> **Data items**:
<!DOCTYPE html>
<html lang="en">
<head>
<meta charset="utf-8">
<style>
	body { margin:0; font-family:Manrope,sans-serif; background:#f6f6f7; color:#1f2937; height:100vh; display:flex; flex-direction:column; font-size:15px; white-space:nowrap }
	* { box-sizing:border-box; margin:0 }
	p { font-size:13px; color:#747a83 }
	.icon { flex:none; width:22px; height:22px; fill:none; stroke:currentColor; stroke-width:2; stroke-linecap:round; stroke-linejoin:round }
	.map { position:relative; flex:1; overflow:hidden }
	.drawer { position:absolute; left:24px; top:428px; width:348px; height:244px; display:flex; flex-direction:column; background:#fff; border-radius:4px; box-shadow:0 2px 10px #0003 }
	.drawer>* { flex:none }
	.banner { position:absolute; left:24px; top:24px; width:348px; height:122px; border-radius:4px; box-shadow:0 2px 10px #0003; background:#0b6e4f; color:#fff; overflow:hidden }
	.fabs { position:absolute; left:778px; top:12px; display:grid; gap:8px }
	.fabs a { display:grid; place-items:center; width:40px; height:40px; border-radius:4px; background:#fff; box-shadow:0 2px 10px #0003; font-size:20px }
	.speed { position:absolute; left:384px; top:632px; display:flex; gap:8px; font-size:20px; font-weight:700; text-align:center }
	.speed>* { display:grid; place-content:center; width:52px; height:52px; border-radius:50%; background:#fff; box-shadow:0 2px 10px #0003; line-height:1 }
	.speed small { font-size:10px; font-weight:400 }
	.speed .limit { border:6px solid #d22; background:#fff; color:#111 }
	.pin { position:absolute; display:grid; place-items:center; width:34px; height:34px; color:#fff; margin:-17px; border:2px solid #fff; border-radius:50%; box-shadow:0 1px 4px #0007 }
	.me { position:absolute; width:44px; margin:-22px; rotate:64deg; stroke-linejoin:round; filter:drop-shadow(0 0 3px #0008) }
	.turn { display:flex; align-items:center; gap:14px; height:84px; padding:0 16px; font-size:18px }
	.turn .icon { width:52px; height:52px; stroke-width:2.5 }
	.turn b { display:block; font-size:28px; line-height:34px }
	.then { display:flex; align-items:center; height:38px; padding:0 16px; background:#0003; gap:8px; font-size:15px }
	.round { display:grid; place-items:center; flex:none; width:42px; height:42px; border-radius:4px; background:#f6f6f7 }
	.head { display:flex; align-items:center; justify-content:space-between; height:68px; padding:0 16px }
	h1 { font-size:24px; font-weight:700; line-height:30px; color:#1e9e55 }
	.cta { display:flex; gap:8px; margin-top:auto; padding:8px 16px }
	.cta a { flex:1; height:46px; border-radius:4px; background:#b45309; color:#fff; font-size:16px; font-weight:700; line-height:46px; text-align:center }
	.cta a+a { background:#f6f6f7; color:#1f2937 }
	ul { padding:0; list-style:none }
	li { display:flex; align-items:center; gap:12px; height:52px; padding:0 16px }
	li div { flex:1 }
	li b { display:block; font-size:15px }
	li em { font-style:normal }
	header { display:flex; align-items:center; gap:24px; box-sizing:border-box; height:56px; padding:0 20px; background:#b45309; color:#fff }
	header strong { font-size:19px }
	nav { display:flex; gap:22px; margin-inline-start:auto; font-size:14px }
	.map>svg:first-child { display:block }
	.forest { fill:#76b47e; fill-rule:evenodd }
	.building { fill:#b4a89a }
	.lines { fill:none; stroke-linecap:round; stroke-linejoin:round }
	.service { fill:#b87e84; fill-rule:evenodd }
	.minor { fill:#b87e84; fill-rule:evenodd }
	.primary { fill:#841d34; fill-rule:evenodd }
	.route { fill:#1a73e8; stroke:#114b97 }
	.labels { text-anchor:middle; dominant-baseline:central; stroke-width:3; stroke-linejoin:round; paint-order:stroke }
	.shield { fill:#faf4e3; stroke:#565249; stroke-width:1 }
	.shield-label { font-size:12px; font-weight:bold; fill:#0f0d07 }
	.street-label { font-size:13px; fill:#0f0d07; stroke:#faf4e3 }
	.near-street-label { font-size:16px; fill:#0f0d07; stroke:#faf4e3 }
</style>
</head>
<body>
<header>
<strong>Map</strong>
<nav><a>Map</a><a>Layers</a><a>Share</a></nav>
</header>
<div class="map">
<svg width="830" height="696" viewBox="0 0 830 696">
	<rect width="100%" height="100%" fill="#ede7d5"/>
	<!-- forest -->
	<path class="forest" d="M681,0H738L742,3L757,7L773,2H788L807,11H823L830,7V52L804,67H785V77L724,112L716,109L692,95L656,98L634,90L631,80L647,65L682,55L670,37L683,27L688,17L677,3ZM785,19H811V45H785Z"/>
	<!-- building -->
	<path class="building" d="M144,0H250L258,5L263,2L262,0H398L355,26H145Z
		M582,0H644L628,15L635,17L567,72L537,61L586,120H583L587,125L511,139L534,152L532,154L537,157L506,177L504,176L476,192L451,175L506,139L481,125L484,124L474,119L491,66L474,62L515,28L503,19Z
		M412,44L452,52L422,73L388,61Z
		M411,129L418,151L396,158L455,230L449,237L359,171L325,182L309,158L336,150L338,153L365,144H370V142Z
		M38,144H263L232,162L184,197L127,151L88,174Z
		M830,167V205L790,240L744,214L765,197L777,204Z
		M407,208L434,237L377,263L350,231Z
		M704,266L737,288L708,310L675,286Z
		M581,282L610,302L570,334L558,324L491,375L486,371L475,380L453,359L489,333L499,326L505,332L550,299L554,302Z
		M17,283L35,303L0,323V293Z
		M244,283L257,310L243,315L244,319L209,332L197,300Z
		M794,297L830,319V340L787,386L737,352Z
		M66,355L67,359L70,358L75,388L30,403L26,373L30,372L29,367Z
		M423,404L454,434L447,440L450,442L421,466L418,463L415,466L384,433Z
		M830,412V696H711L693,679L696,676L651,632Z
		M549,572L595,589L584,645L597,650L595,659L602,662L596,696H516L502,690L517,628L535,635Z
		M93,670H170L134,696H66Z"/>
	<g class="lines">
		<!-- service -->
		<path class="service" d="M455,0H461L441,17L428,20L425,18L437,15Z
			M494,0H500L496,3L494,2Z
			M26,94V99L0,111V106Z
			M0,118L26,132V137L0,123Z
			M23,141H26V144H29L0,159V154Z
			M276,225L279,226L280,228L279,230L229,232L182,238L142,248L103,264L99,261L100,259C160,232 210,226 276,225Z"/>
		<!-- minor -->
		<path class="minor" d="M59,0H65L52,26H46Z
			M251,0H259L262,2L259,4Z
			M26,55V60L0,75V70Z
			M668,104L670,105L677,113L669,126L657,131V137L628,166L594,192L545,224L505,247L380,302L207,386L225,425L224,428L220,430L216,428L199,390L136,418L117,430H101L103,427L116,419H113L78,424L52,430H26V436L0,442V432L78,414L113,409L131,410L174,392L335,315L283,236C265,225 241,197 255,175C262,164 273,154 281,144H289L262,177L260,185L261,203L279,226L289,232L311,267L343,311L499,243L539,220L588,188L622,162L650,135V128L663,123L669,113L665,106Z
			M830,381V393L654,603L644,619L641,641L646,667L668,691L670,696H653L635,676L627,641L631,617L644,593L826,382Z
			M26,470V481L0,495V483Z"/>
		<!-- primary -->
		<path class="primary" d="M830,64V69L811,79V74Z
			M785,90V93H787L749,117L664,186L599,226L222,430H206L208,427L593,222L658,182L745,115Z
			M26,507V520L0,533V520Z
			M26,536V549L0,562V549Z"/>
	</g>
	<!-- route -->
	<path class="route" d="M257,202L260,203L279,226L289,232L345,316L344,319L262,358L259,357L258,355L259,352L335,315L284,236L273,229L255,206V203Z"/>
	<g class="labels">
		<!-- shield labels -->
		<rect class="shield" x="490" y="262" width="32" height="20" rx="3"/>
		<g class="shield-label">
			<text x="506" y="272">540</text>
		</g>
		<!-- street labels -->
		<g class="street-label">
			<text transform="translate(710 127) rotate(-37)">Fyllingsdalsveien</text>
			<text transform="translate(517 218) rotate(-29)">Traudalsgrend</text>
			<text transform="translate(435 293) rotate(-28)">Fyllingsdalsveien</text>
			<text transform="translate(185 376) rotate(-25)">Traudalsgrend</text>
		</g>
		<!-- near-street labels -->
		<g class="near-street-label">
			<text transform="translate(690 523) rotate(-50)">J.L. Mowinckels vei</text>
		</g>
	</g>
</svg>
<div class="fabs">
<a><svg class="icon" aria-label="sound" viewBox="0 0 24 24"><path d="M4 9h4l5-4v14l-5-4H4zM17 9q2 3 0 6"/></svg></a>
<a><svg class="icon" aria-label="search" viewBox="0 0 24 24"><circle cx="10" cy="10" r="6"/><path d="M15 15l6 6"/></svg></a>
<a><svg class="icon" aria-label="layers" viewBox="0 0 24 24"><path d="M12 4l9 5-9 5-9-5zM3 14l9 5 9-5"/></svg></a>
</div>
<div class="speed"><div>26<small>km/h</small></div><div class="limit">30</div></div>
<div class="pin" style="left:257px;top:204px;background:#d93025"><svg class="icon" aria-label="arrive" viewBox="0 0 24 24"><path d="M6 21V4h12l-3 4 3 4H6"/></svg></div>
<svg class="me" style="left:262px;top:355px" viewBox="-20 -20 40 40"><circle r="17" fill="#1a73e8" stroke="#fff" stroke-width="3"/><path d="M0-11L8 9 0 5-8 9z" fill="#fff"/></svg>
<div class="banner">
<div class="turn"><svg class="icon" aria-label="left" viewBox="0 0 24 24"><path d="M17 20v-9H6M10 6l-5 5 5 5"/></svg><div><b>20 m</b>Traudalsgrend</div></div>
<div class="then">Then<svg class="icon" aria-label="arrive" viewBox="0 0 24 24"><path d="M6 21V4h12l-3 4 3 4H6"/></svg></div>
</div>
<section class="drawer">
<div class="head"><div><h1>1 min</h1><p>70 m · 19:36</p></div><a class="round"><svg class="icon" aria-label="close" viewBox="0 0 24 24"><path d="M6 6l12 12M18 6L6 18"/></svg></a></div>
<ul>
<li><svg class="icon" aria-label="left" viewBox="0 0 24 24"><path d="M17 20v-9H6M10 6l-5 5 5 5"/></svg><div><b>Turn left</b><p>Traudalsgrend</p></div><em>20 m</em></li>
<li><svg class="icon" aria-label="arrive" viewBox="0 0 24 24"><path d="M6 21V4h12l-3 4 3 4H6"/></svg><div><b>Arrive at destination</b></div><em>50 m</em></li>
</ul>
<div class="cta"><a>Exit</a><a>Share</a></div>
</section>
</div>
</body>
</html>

> **Assignment**: When you answer, output each line of the data exactly as given, from its first line up to and including the one with "position:absolute; width:44px; margin:-22px;".

> **Written answer**:
<!DOCTYPE html>
<html lang="en">
<head>
<meta charset="utf-8">
<style>
	body { margin:0; font-family:Manrope,sans-serif; background:#f6f6f7; color:#1f2937; height:100vh; display:flex; flex-direction:column; font-size:15px; white-space:nowrap }
	* { box-sizing:border-box; margin:0 }
	p { font-size:13px; color:#747a83 }
	.icon { flex:none; width:22px; height:22px; fill:none; stroke:currentColor; stroke-width:2; stroke-linecap:round; stroke-linejoin:round }
	.map { position:relative; flex:1; overflow:hidden }
	.drawer { position:absolute; left:24px; top:428px; width:348px; height:244px; display:flex; flex-direction:column; background:#fff; border-radius:4px; box-shadow:0 2px 10px #0003 }
	.drawer>* { flex:none }
	.banner { position:absolute; left:24px; top:24px; width:348px; height:122px; border-radius:4px; box-shadow:0 2px 10px #0003; background:#0b6e4f; color:#fff; overflow:hidden }
	.fabs { position:absolute; left:778px; top:12px; display:grid; gap:8px }
	.fabs a { display:grid; place-items:center; width:40px; height:40px; border-radius:4px; background:#fff; box-shadow:0 2px 10px #0003; font-size:20px }
	.speed { position:absolute; left:384px; top:632px; display:flex; gap:8px; font-size:20px; font-weight:700; text-align:center }
	.speed>* { display:grid; place-content:center; width:52px; height:52px; border-radius:50%; background:#fff; box-shadow:0 2px 10px #0003; line-height:1 }
	.speed small { font-size:10px; font-weight:400 }
	.speed .limit { border:6px solid #d22; background:#fff; color:#111 }
	.pin { position:absolute; display:grid; place-items:center; width:34px; height:34px; color:#fff; margin:-17px; border:2px solid #fff; border-radius:50%; box-shadow:0 1px 4px #0007 }
	.me { position:absolute; width:44px; margin:-22px; rotate:64deg; stroke-linejoin:round; filter:drop-shadow(0 0 3px #0008) }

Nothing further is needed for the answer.